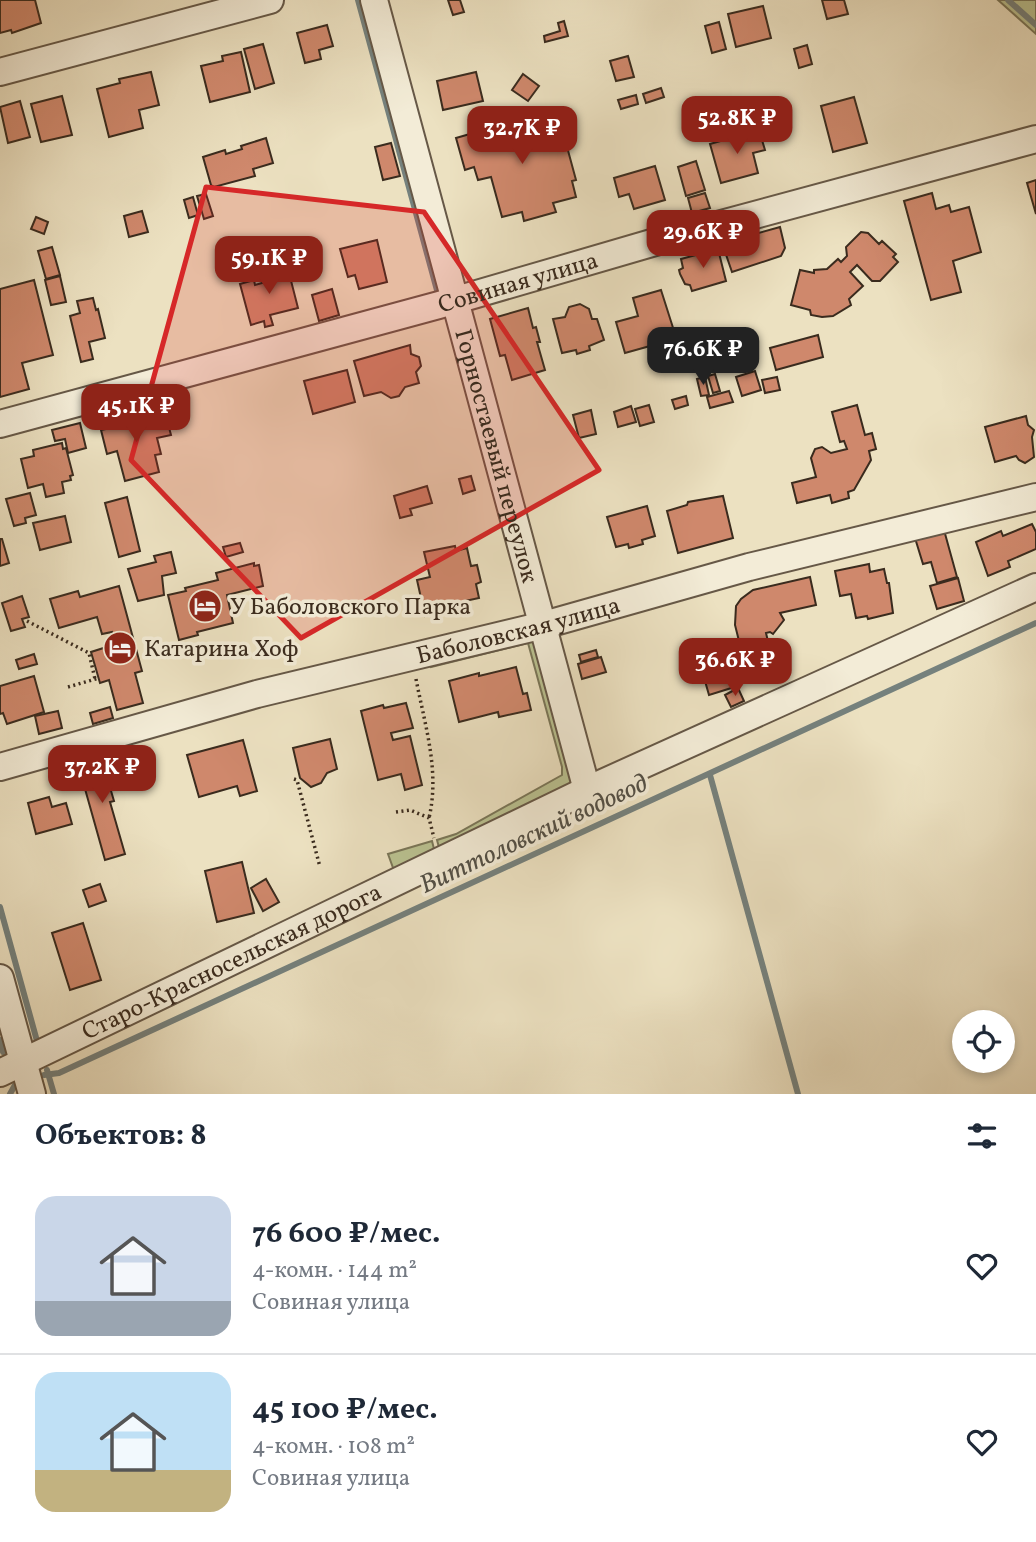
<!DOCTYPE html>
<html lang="ru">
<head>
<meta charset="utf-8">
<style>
	body { margin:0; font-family:Vollkorn,serif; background:#f2f2f3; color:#1f2937; height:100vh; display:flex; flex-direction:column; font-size:26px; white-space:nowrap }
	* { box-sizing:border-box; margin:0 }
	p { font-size:23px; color:#747a83 }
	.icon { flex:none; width:38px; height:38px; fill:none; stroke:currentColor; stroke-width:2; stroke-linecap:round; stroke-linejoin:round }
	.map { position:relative; height:1094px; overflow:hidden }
	.side { display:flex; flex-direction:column; background:#fff; flex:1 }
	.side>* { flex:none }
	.buttons { position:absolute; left:952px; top:1010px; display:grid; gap:14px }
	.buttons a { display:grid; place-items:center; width:63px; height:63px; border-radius:50%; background:#fff; box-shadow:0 4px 10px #0003; font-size:35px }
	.price { position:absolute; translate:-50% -60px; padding:0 16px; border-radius:14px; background:#8f2418; color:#fff; font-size:23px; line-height:46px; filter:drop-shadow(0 2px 4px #0008) }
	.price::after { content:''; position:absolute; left:50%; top:42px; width:21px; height:16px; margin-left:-10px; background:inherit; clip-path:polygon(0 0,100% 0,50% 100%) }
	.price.selected { background:#222; color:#fff }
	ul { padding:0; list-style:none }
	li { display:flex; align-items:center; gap:21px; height:175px; padding:0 35px }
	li+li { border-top:2px solid #e0e1e3 }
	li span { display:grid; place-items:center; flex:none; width:196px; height:140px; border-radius:21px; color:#555 }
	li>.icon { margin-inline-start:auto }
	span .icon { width:84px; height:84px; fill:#fffc; stroke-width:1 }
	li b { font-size:30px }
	h2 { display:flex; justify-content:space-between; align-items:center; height:84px; padding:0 35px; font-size:30px }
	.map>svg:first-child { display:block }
	.green { fill:#bac291; stroke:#7a7658; stroke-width:2 }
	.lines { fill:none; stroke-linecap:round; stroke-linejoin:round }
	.stream { stroke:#75817d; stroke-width:6 }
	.building { fill:#cf886c; stroke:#3a2b1e; stroke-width:2 }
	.minor-casing { stroke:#665847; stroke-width:30 }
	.path { stroke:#3a2b1e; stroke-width:3.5; stroke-dasharray:2 3.5; stroke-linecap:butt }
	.minor { stroke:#f3ecd7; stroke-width:26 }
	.marked { fill:#d62828; fill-opacity:0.2; stroke:#d62828; stroke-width:5; stroke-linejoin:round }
	.labels { text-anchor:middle; stroke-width:7; stroke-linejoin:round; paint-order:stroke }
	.street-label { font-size:24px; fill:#3a2b1e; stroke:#f3ecd7 }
	.poi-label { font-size:24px; fill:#3a2b1e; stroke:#f3ecd7; text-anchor:start }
	.water-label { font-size:26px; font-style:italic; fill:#524f46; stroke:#f3ecd7 }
</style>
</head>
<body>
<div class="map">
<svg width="1036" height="1094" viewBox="0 0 1036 1094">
	<rect width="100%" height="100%" fill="#ece1c1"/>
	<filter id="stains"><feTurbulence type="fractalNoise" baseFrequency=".00286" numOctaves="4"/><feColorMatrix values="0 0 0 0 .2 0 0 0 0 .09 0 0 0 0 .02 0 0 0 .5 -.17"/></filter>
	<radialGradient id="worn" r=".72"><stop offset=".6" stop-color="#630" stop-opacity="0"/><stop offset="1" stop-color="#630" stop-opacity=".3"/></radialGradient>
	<!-- green -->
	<g class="green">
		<polygon points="998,0 1036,0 1036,34"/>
		<polygon points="532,633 574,772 572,788 441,855 437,840 456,834 562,775 562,767 528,643 431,667 428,658"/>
		<polygon points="432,841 436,857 396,876 388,854"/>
	</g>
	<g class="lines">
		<!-- stream -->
		<g class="stream">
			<polyline points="358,0 438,294"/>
			<polyline points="1008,0 1036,25"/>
			<polyline points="710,775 798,1094"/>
			<polyline points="0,907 37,1041"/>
			<polyline points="0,1040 3,1052"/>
			<polyline points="47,1070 54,1094"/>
			<polyline points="44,1075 59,1073 1036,623"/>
			<polyline points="10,1094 15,1085"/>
		</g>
	</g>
	<!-- building -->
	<g class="building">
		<polygon points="0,0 35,0 41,23 12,33 11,30 0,33"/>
		<polygon points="448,0 460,0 464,12 453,15"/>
		<polygon points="822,0 844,0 848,14 827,19"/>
		<polygon points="763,6 771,38 736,47 728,14"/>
		<polygon points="564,21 568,36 545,42 544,36 560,31 558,23"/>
		<polygon points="719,22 726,49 712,53 705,26"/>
		<polygon points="327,25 333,46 319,50 321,59 305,63 297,33"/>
		<polygon points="263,44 274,83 255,89 244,49"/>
		<polygon points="807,45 812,64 799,68 794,49"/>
		<polygon points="241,52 250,92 210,102 201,66 223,61 222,56"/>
		<polygon points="628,56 634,77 616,81 610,61"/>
		<polygon points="151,72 159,105 139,110 143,128 109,137 97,89 120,83 119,79"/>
		<polygon points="476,72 483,101 443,110 437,81"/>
		<polygon points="523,74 539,86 528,101 512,90"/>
		<polygon points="661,88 664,97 646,103 643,94"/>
		<polygon points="636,95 638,104 621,109 618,100"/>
		<polygon points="62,96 72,135 41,142 31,104"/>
		<polygon points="854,97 867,143 833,152 821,106"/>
		<polygon points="20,101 30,137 8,143 0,107"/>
		<polygon points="526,118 529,130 560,121 576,180 572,181 576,197 553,203 556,212 524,221 522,212 502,217 491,177 478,180 474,167 465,170 456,138"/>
		<polygon points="759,130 765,150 753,153 758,173 721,183 710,144"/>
		<polygon points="266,138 273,163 253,169 255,176 214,187 211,185 203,157 225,150 226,154 242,149 241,146"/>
		<polygon points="391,143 400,176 383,180 375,147"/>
		<polygon points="696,161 705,190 686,196 678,167"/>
		<polygon points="655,166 665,200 634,209 629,194 619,197 614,178"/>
		<polygon points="1036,180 1036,214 1027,183"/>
		<polygon points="705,193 710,208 692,213 688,198"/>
		<polygon points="932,193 936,209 949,205 951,212 969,207 981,252 953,261 961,292 931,300 904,201"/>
		<polygon points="206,194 213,216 204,219 197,196"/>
		<polygon points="193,197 198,215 189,218 184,200"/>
		<polygon points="142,211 148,232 129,237 124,216"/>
		<polygon points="36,217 48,222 44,234 31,229"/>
		<polygon points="780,227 785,248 781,256 732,272 722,243"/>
		<polygon points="861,232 868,233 879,244 882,241 896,254 893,257 898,262 880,281 872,281 857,265 850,272 863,286 849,299 851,305 833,316 822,317 811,315 810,310 791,305 800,270 814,273 814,270 827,269 838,259 841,262 847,256 846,247"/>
		<polygon points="377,240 387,282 359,289 355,275 348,277 340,249"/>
		<polygon points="52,247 60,275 46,279 38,251"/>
		<polygon points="718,249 726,281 692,291 690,285 685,284 680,274 679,270 683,268 681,259"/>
		<polygon points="287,265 298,308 270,315 273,325 265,327 264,321 251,325 240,284 254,280 255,285 269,281 266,271"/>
		<polygon points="60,276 66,302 51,305 45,280"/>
		<polygon points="34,280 53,355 22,363 29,389 0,397 0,289"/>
		<polygon points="332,289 339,315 319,321 312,295"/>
		<polygon points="661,290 675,334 649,342 650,346 625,353 616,322 638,316 633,298"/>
		<polygon points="93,298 96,310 98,309 105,338 89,342 93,359 81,362 70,316 80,313 77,301"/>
		<polygon points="580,304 589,309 592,319 597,319 604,340 589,346 590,350 577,354 576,350 562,353 553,319 565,317 569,307"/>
		<polygon points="528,308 533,328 536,327 540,342 537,342 545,370 512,380 505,355 500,356 490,319"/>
		<polygon points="818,335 823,357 776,370 770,348"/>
		<polygon points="410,345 411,354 419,357 421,366 416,372 419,383 405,387 399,396 391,398 381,392 364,396 354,361"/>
		<polygon points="347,370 355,402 313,414 304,381"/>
		<polygon points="755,371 761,390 742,396 736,377"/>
		<polygon points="715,374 720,391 713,393 708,376"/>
		<polygon points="705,377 709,395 701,396 697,379"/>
		<polygon points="777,377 780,390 765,393 762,380"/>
		<polygon points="729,391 733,402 710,408 707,397"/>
		<polygon points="686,396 688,405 675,409 672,400"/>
		<polygon points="649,405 654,422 640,426 635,409"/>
		<polygon points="857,405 865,435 872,433 876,449 869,451 871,460 854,490 848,492 849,498 832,503 830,495 797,503 792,483 816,477 811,458 815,449 822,447 831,453 847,449 844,441 840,442 832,412"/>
		<polygon points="631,406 636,422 618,427 614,412"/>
		<polygon points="591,410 596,434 579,438 573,415"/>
		<polygon points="144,415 146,421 166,416 171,435 157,438 161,454 155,455 159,472 125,481 117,451 107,454 101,430 111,428 110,423"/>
		<polygon points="1026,416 1028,425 1034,430 1032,437 1034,457 1025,463 1019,460 1016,456 995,462 985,427"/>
		<polygon points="80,423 86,448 68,453 65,439 55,441 52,430"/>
		<polygon points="62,443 63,449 66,448 73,475 70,476 71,480 62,482 64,493 46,497 43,484 28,488 21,459 34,456 33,450"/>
		<polygon points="471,476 475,490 463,494 459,479"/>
		<polygon points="427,486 432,503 410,509 412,515 400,518 394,496"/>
		<polygon points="30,493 36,515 25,518 26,523 14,526 6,499"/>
		<polygon points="723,496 733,538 678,553 667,511 687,505 688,502"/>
		<polygon points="127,497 140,551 119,557 105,503"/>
		<polygon points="647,506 655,536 642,540 643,544 629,548 628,544 616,547 607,517"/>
		<polygon points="65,516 71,542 40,550 33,523"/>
		<polygon points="1032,524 1036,532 1036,549 1008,561 1010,567 988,576 976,542 1001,531 1003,536"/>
		<polygon points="944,530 957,577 937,583 931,562 923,564 915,538"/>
		<polygon points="0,539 2,539 9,563 0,566"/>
		<polygon points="240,543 243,552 226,557 223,547"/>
		<polygon points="455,546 456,551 467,548 471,566 477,565 481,582 476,584 479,598 465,601 466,606 425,616 417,580 430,577 424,552"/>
		<polygon points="171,552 176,573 162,576 164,595 138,601 128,569 156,562 154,556"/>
		<polygon points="254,563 254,566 259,565 263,586 227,595 233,623 197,632 198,635 179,640 168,595 186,591 185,588 218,580 216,573"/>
		<polygon points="869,564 870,572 884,569 887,583 889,583 893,613 868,619 867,616 856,618 851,594 840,596 835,571"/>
		<polygon points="810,577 816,605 780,613 784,620 773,634 770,632 766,633 771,654 744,661 735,625 736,606 741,599 753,590"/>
		<polygon points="958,578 964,601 937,609 930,586"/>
		<polygon points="119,586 142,671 135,673 143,703 117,710 109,680 100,683 91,652 116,644 112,632 102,634 97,617 59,628 50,599 78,591 80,597"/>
		<polygon points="22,596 29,617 22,619 25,627 11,631 2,603"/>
		<polygon points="596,650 598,657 581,662 579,655"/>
		<polygon points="34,654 37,664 19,669 16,660"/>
		<polygon points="601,657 606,672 582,679 578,664"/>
		<polygon points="725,660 726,663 734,661 741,685 709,695 701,667"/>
		<polygon points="516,667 523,694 527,693 531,710 499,717 498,712 459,722 449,681 479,673 479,676"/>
		<polygon points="34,676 44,712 7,724 3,713 0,714 0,686"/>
		<polygon points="738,688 744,701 731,707 725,695"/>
		<polygon points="406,703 413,728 391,733 393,740 410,736 422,785 405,790 401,774 378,780 361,711 383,705 384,708"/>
		<polygon points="110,707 113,718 93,724 90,713"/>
		<polygon points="58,711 62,728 39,734 35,716"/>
		<polygon points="330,739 337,769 327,773 321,783 311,787 300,778 293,748"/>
		<polygon points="243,740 257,791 240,796 237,786 199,797 187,755"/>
		<polygon points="101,757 105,771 113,769 117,782 109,784 114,801 110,802 125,854 105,860 78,764"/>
		<polygon points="49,797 52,807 66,803 72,824 36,834 28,803"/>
		<polygon points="242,862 254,913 217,922 205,871"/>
		<polygon points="266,879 279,902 263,911 251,888"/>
		<polygon points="100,884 106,901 89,907 83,890"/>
		<polygon points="83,923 101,980 70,990 52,933"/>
	</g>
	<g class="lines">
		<defs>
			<g id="minor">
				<path id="s1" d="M374 0 587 790"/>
				<polyline points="0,72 270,0"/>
				<path id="s2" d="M0 424 439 305 662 240 1036 139"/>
				<path id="s3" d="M0 767 257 694 544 625 749 567 1036 497"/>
				<polyline points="0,978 32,1094"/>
				<path id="s4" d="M0 1073 587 790 1036 587"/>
			</g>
		</defs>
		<!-- minor casing -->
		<use href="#minor" class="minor-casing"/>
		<!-- path -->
		<g class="path">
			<polyline points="27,621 89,653 95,679"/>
			<path d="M416 679C425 726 440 771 429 818"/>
			<polyline points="68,687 99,678"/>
			<polyline points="294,779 297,780 320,867"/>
			<polyline points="396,812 410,810 429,818 434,838"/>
		</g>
		<!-- minor -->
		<use href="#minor" class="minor"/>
	</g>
	<!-- marked area -->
	<path class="marked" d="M206 187 424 212 599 470 301 638 131 460Z"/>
	<!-- icons -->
	<defs>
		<symbol id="hotel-disc" viewBox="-11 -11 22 22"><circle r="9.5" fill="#8f2418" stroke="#f3ecd7"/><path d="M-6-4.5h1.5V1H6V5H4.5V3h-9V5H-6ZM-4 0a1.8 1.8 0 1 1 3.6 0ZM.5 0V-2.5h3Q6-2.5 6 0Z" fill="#fff"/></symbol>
	</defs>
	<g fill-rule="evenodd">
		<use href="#hotel-disc" x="186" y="587" width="38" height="38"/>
		<use href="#hotel-disc" x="101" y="629" width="38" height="38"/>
	</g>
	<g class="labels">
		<!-- street labels -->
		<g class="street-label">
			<text dy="8" stroke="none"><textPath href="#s2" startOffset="537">Совиная улица</textPath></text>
			<text dy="8" stroke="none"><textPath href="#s1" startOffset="472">Горностаевый переулок</textPath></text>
			<text dy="8" stroke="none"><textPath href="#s3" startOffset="536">Баболовская улица</textPath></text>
			<text dy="8" stroke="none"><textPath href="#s4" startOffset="257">Старо-Красносельская дорога</textPath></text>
		</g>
		<!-- poi labels -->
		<g class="poi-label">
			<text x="230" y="614">У Баболовского Парка</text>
			<text x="144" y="656">Катарина Хоф</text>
		</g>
		<!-- water labels -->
		<g class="water-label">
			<text transform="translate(533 833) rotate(-25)" y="9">Виттоловский водовод</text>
		</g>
	</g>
	<rect width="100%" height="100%" filter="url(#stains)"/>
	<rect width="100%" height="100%" fill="url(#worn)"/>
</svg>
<div class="buttons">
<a><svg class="icon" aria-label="locate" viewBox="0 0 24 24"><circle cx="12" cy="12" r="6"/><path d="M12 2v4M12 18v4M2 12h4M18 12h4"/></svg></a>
</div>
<b class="price" style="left:737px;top:156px">52.8K ₽</b>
<b class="price" style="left:522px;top:166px">32.7K ₽</b>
<b class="price" style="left:703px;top:270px">29.6K ₽</b>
<b class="price" style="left:269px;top:296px">59.1K ₽</b>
<b class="price selected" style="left:703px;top:387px">76.6K ₽</b>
<b class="price" style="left:136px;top:444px">45.1K ₽</b>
<b class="price" style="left:735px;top:698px">36.6K ₽</b>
<b class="price" style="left:102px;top:805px">37.2K ₽</b>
</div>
<section class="side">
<h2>Объектов: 8<svg class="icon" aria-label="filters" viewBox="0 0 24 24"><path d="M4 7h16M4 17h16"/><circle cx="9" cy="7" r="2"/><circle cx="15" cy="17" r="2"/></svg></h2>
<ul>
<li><span style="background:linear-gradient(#c9d6e8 75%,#9aa5b1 0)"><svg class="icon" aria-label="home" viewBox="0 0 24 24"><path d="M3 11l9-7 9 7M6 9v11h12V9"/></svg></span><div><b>76 600 ₽/мес.</b><p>4-комн. · 144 m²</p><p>Совиная улица</p></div><svg class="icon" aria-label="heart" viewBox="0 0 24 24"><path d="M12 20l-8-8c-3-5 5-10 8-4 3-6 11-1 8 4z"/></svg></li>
<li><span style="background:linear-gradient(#bfe0f5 70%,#c2b280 0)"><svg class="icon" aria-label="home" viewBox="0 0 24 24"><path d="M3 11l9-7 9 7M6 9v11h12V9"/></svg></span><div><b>45 100 ₽/мес.</b><p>4-комн. · 108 m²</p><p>Совиная улица</p></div><svg class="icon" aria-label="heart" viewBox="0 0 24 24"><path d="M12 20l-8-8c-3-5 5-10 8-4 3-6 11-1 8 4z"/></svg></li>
</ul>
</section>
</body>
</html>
----------
### Aim of the task
Every line above holding the string "shadow" should be listed.

### Result
	.buttons a { display:grid; place-items:center; width:63px; height:63px; border-radius:50%; background:#fff; box-shadow:0 4px 10px #0003; font-size:35px }
	.price { position:absolute; translate:-50% -60px; padding:0 16px; border-radius:14px; background:#8f2418; color:#fff; font-size:23px; line-height:46px; filter:drop-shadow(0 2px 4px #0008) }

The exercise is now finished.